**Assignment**:
A single number is the expected answer: the count of lines in the records below that contain "stop".

**Stored data**:
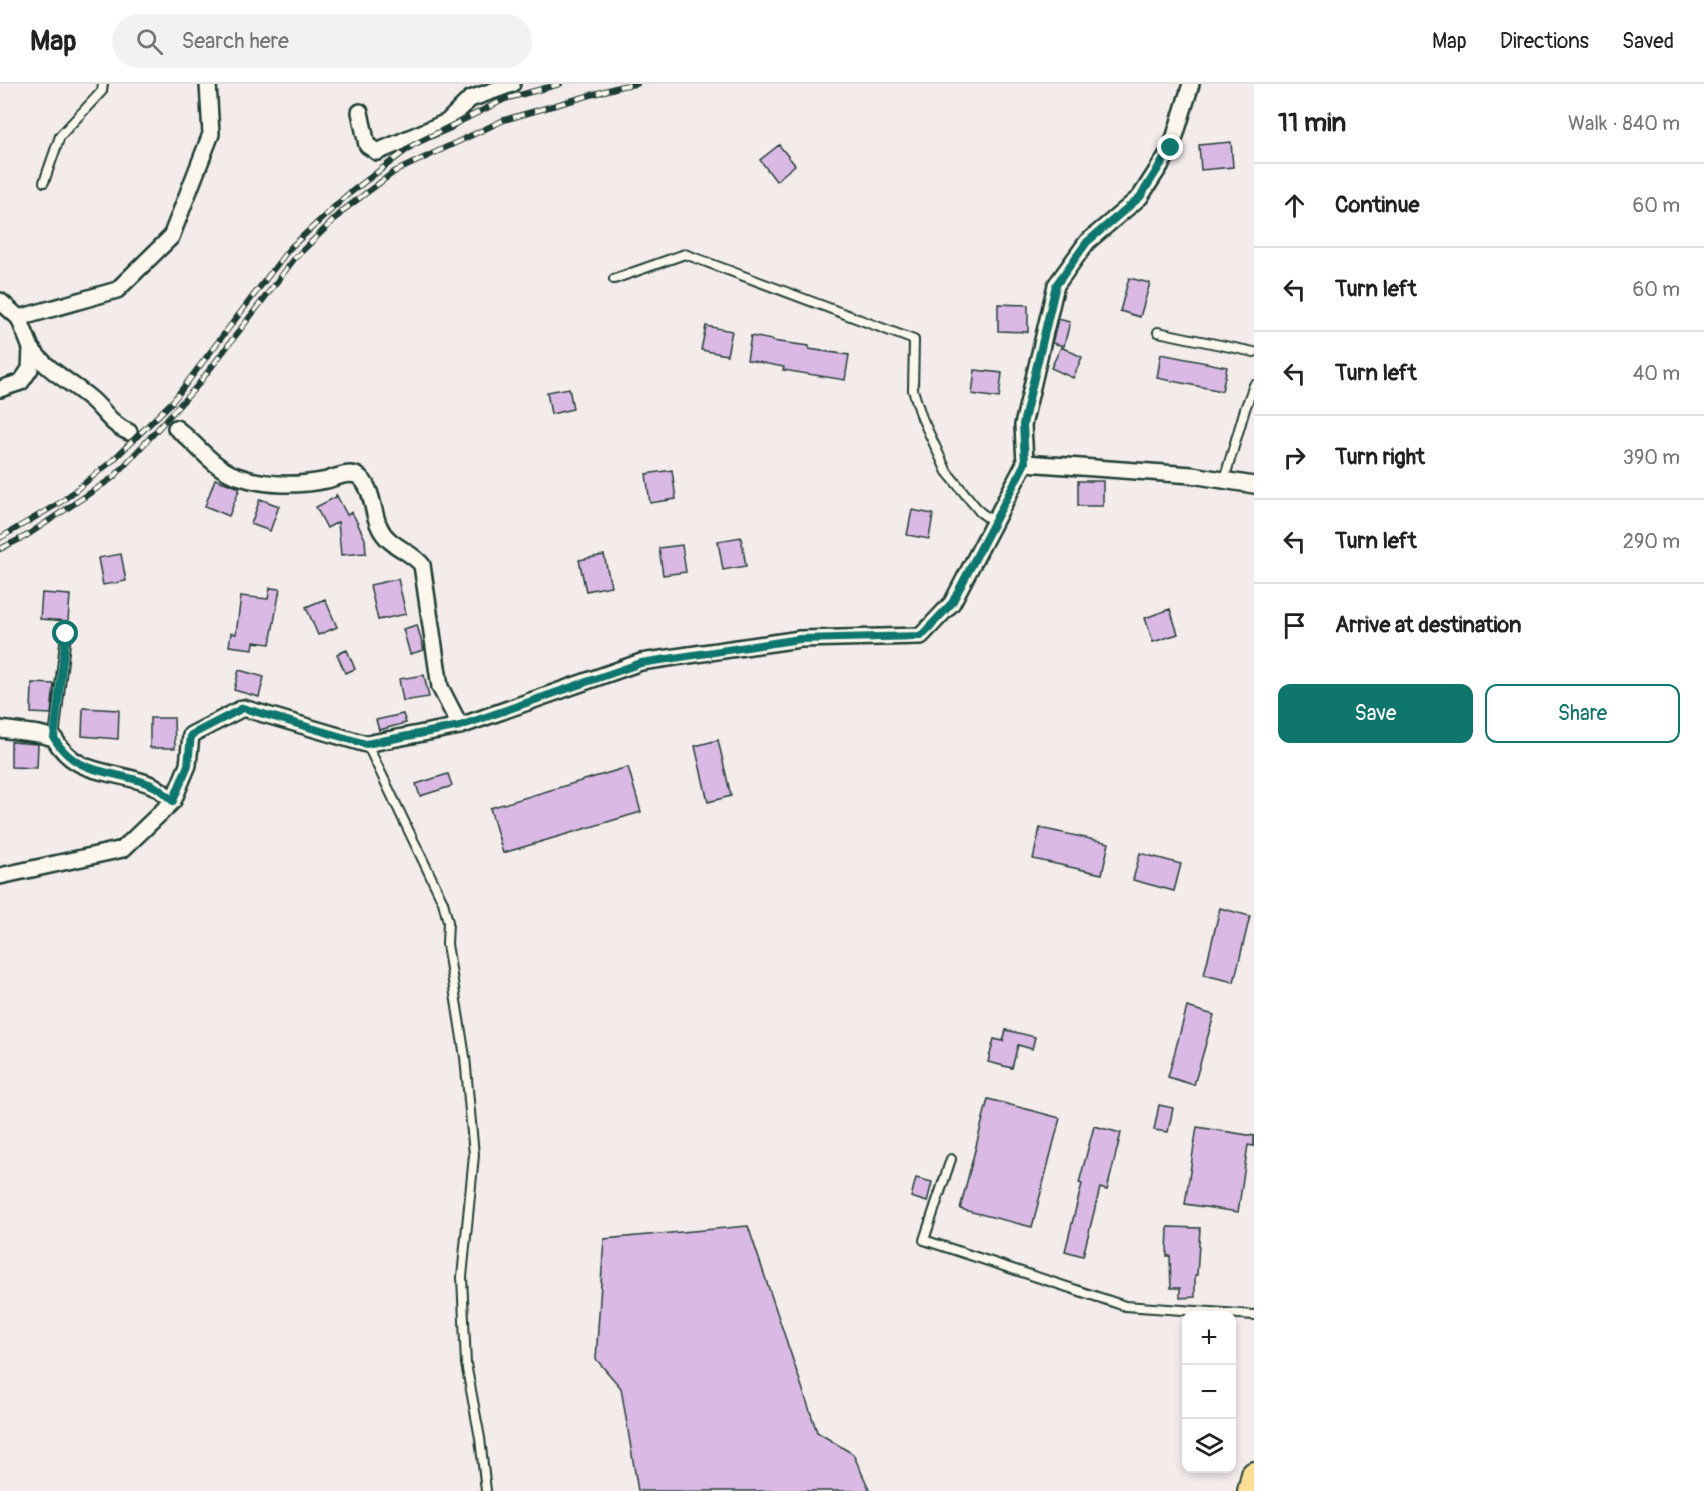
<!DOCTYPE html>
<html lang="en">
<head>
<meta charset="utf-8">
<style>
	body { margin:0; font-family:Pangolin,sans-serif; background:#f2f2f2; color:#222 }
	.controls { position:absolute; right:18px; bottom:18px; display:grid; overflow:hidden; border-radius:12px; box-shadow:0 3px 9px #0003 }
	.controls button { width:54px; height:54px; display:grid; place-items:center; padding:0; border:0; border-bottom:2px solid #e0e0e0; background:#fff; color:#222; font:30px sans-serif }
	.stop { position:absolute; width:18px; height:18px; margin:-14px; border:4px solid #0f766e; border-radius:50%; background:#fff }
	.stop.end { background:#0f766e; border-color:#fff; box-shadow:0 2px 6px #0008 }
	.list { margin:0; padding:0; list-style:none }
	h2 { display:flex; justify-content:space-between; align-items:center; height:78px; margin:0; padding:0 24px; font-size:26px }
	h2 small { font-size:20px; font-weight:400; color:#767676 }
	.list li { display:grid; grid-template-columns:39px 1fr auto; gap:18px; align-items:center; box-sizing:border-box; height:84px; padding:0 24px; border-top:2px solid #e0e0e0 }
	.list b { display:block; font-size:22px; white-space:nowrap }
	.list em { font-size:20px; font-style:normal; color:#767676 }
	.actions { display:flex; gap:12px; padding:18px 24px }
	.actions a { flex:1; padding:14px 0; border:2px solid #0f766e; border-radius:12px; text-align:center; font-size:21px; color:#0f766e }
	.actions .main { background:#0f766e; color:#fff }
	.icon { flex:none; width:33px; height:33px; fill:none; stroke:currentColor; stroke-width:2; stroke-linecap:round; stroke-linejoin:round }
	.map { position:relative; flex:none; width:1254px; height:1407px; overflow:hidden }
	header { display:flex; align-items:center; gap:36px; box-sizing:border-box; height:84px; padding:0 30px; background:#fff; border-bottom:2px solid #e0e0e0 }
	header strong { font-size:28px }
	nav { display:flex; gap:33px; margin-inline-start:auto; font-size:21px }
	.search { width:420px; height:54px; background:#f2f2f2; display:flex; align-items:center; gap:15px; box-sizing:border-box; padding:0 21px; border-radius:33px; color:#767676; font-size:22px }
	main { display:flex }
	aside { flex:1; background:#fff }
	.map>svg:first-child { display:block }
	.building { fill:#dab9e5; stroke:#1f3d34; stroke-width:1.5 }
	.lines { fill:none; stroke-linecap:round; stroke-linejoin:round }
	.service-casing { stroke:#1f3d34; stroke-width:12 }
	.minor-casing { stroke:#1f3d34; stroke-width:20 }
	.primary-casing { stroke:#1f3d34; stroke-width:28 }
	.service { stroke:#fbf7ec; stroke-width:8 }
	.minor { stroke:#fbf7ec; stroke-width:15 }
	.primary { stroke:#fbdf96; stroke-width:24 }
	.rail-casing { stroke:#1f3d34; stroke-width:6 }
	.rail { stroke:#fbf7ec; stroke-width:4; stroke-dasharray:11; stroke-linecap:butt }
	.route { stroke:#0f766e; stroke-width:8 }
</style>
</head>
<body>
<header>
<strong>Map</strong>
<div class="search"><svg class="icon" aria-label="search" viewBox="0 0 24 24"><circle cx="10" cy="10" r="6"/><path d="M15 15l6 6"/></svg>Search here</div>
<nav><a>Map</a><a>Directions</a><a>Saved</a></nav>
</header>
<main>
<div class="map">
<svg width="1254" height="1407" viewBox="0 0 1254 1407">
	<rect width="100%" height="100%" fill="#f4ebeb"/>
	<filter id="ink" filterUnits="userSpaceOnUse"><feTurbulence type="fractalNoise" baseFrequency=".0167" numOctaves="2"/><feDisplacementMap in="SourceGraphic" scale="12" xChannelSelector="R" yChannelSelector="G"/><feConvolveMatrix kernelMatrix="1 2 1 2 8 2 1 2 1" color-interpolation-filters="sRGB"/></filter>
	<g filter="url(#ink)">
		<path class="building" d="M1231,58L1233,83L1201,86L1199,61Z
			M779,61L795,81L776,97L760,76Z
			M1129,194L1150,199L1140,233L1120,227Z
			M998,220L1028,221V248L998,247Z
			M1058,235L1070,238L1064,262L1052,259Z
			M706,242L732,247L727,271L701,266Z
			M751,252L772,256V257L809,262V265L849,271L845,296L783,286L784,283L747,276Z
			M1061,263L1082,273L1073,294L1051,284Z
			M1161,270L1227,283L1222,307L1157,294Z
			M975,286L1002,289L999,314L972,310Z
			M569,304L573,325L551,330L547,308Z
			M672,386L676,415L650,419L646,390Z
			M215,395L240,404L229,432L205,422Z
			M1078,397H1103V422H1078Z
			M336,410L347,431L352,428L365,455L366,469L341,471L338,438L327,444L316,423L336,413Z
			M260,415L279,422L270,447L251,440Z
			M912,426L933,430L929,455L907,451Z
			M741,453L746,482L723,486L718,457Z
			M682,461L686,488L663,491L659,464Z
			M121,470L126,497L103,501L98,474Z
			M604,471L611,502L586,507L579,476Z
			M398,495L406,530L378,536L370,501Z
			M270,504L280,505L270,560L254,558L253,565L229,562L231,549L236,550L241,512L268,515Z
			M42,509L70,511L68,537L40,535Z
			M325,515L337,543L318,551L306,523Z
			M1170,525L1178,550L1153,558L1145,534Z
			M417,541L424,566L410,570L403,545Z
			M347,566L355,585L345,589L337,570Z
			M239,586L264,593L259,613L234,606Z
			M424,591L429,613L403,617L399,595Z
			M32,599L54,600L51,630L31,629Z
			M83,624L119,626L118,655L82,652Z
			M403,630L406,639L379,646L376,636Z
			M150,634H174L175,664H150Z
			M718,656L731,712L708,718L695,662Z
			M11,658L38,660L37,684L11,683Z
			M628,683L641,728L503,769L490,724Z
			M448,690L452,702L420,712L416,700Z
			M1040,744L1109,759L1102,790L1033,775Z
			M1140,769L1181,780L1174,807L1133,796Z
			M1220,824L1250,832L1234,898L1204,891Z
			M1187,923L1214,931L1194,1001L1168,993Z
			M1006,946L1035,953L1032,965L1018,961L1012,984L988,978L994,955L1003,957Z
			M988,1015L1060,1034L1032,1143L960,1125Z
			M1159,1021L1173,1024L1168,1048L1154,1046Z
			M1094,1042L1121,1049L1107,1106L1100,1104L1083,1172L1065,1167L1082,1100L1079,1099Z
			M1197,1043L1254,1052V1062L1248,1061L1238,1128L1185,1120Z
			M916,1094L932,1098L927,1118L911,1113Z
			M748,1142L817,1348L853,1370L870,1407H638L621,1304L596,1275L604,1155Z
			M1168,1143L1200,1144L1197,1191H1195V1213L1180,1214V1204H1171L1170,1172H1167Z"/>
		<g class="lines">
			<g class="service-casing">
				<path id="service" d="M44,98L60,52L102,7L103,0
					M614,195L685,170L914,256L913,306L922,334L947,388L980,428L994,438
					M1158,248L1254,268
					M1224,396L1245,325L1254,301
					M54,654L66,550
					M367,660L443,818L448,838L447,860L465,973L474,1071L462,1193L466,1280L480,1354L486,1407
					M951,1075L924,1156L1125,1222L1254,1231"/>
			</g>
			<g class="minor-casing">
				<path id="minor" d="M360,28L367,61L377,68L447,38L470,15L512,0
					M0,217L19,234L31,264L30,285L21,298L0,305
					M19,234L117,206L171,153L211,50L208,0
					M31,264C46,286 71,298 91,315C104,326 112,342 129,348
					M176,344C196,359 213,384 237,392C265,402 298,402 327,396C337,393 349,387 358,392C373,402 372,428 379,442C387,462 410,466 422,481L440,603L460,642
					M1025,379L1192,391L1254,401
					M0,645L39,650L54,654C77,695 117,685 154,702C161,706 167,712 173,717
					M0,792L123,765L173,717L188,681L191,651L243,624L366,660L460,642L641,578L800,555L921,552L952,519L1025,379L1023,341L1056,201L1087,158L1140,113L1171,65L1191,0"/>
			</g>
			<g class="primary-casing">
				<path id="primary" d="M1250,1407L1254,1390"/>
			</g>
			<use href="#service" class="service"/>
			<use href="#minor" class="minor"/>
			<use href="#primary" class="primary"/>
			<g class="rail-casing">
				<path id="rail" d="M0,454L61,418L112,377L173,317L289,165L346,112L413,61L505,15L560,0
					M0,465L26,452L114,393L197,302L295,174L345,125L394,88L504,36L622,2L637,0"/>
			</g>
			<use href="#rail" class="rail"/>
		</g>
	</g>
	<g class="lines" filter="url(#ink)">
		<path class="route" d="M66,550L54,654C77,694 117,685 154,702C161,706 167,712 173,717L188,681L191,651L243,624L366,660L460,642L641,579L800,555L921,552L952,519L1025,379L1023,340L1056,201L1087,158L1140,113L1171,64"/>
	</g>
</svg>
<div class="controls">
<button>+</button>
<button>−</button>
<button><svg class="icon" aria-label="layers" viewBox="0 0 24 24"><path d="M12 4l9 5-9 5-9-5zM3 14l9 5 9-5"/></svg></button>
</div>
<div class="stop" style="left:66px;top:550px"></div>
<div class="stop end" style="left:1171px;top:64px"></div>
</div>
<aside>
<h2>11 min<small>Walk · 840 m</small></h2>
<ul class="list">
<li><svg class="icon" aria-label="ahead" viewBox="0 0 24 24"><path d="M12 20V5M6 11l6-6 6 6"/></svg><div><b>Continue</b></div><em>60 m</em></li>
<li><svg class="icon" aria-label="left" viewBox="0 0 24 24"><path d="M17 20v-9H6M10 6l-5 5 5 5"/></svg><div><b>Turn left</b></div><em>60 m</em></li>
<li><svg class="icon" aria-label="left" viewBox="0 0 24 24"><path d="M17 20v-9H6M10 6l-5 5 5 5"/></svg><div><b>Turn left</b></div><em>40 m</em></li>
<li><svg class="icon" aria-label="right" viewBox="0 0 24 24"><path d="M7 20v-9h11M14 6l5 5-5 5"/></svg><div><b>Turn right</b></div><em>390 m</em></li>
<li><svg class="icon" aria-label="left" viewBox="0 0 24 24"><path d="M17 20v-9H6M10 6l-5 5 5 5"/></svg><div><b>Turn left</b></div><em>290 m</em></li>
<li><svg class="icon" aria-label="arrive" viewBox="0 0 24 24"><path d="M6 21V4h12l-3 4 3 4H6"/></svg><div><b>Arrive at destination</b></div></li>
</ul>
<div class="actions"><a class="main">Save</a><a>Share</a></div>
</aside>
</main>
</body>
</html>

**Answer space**:
4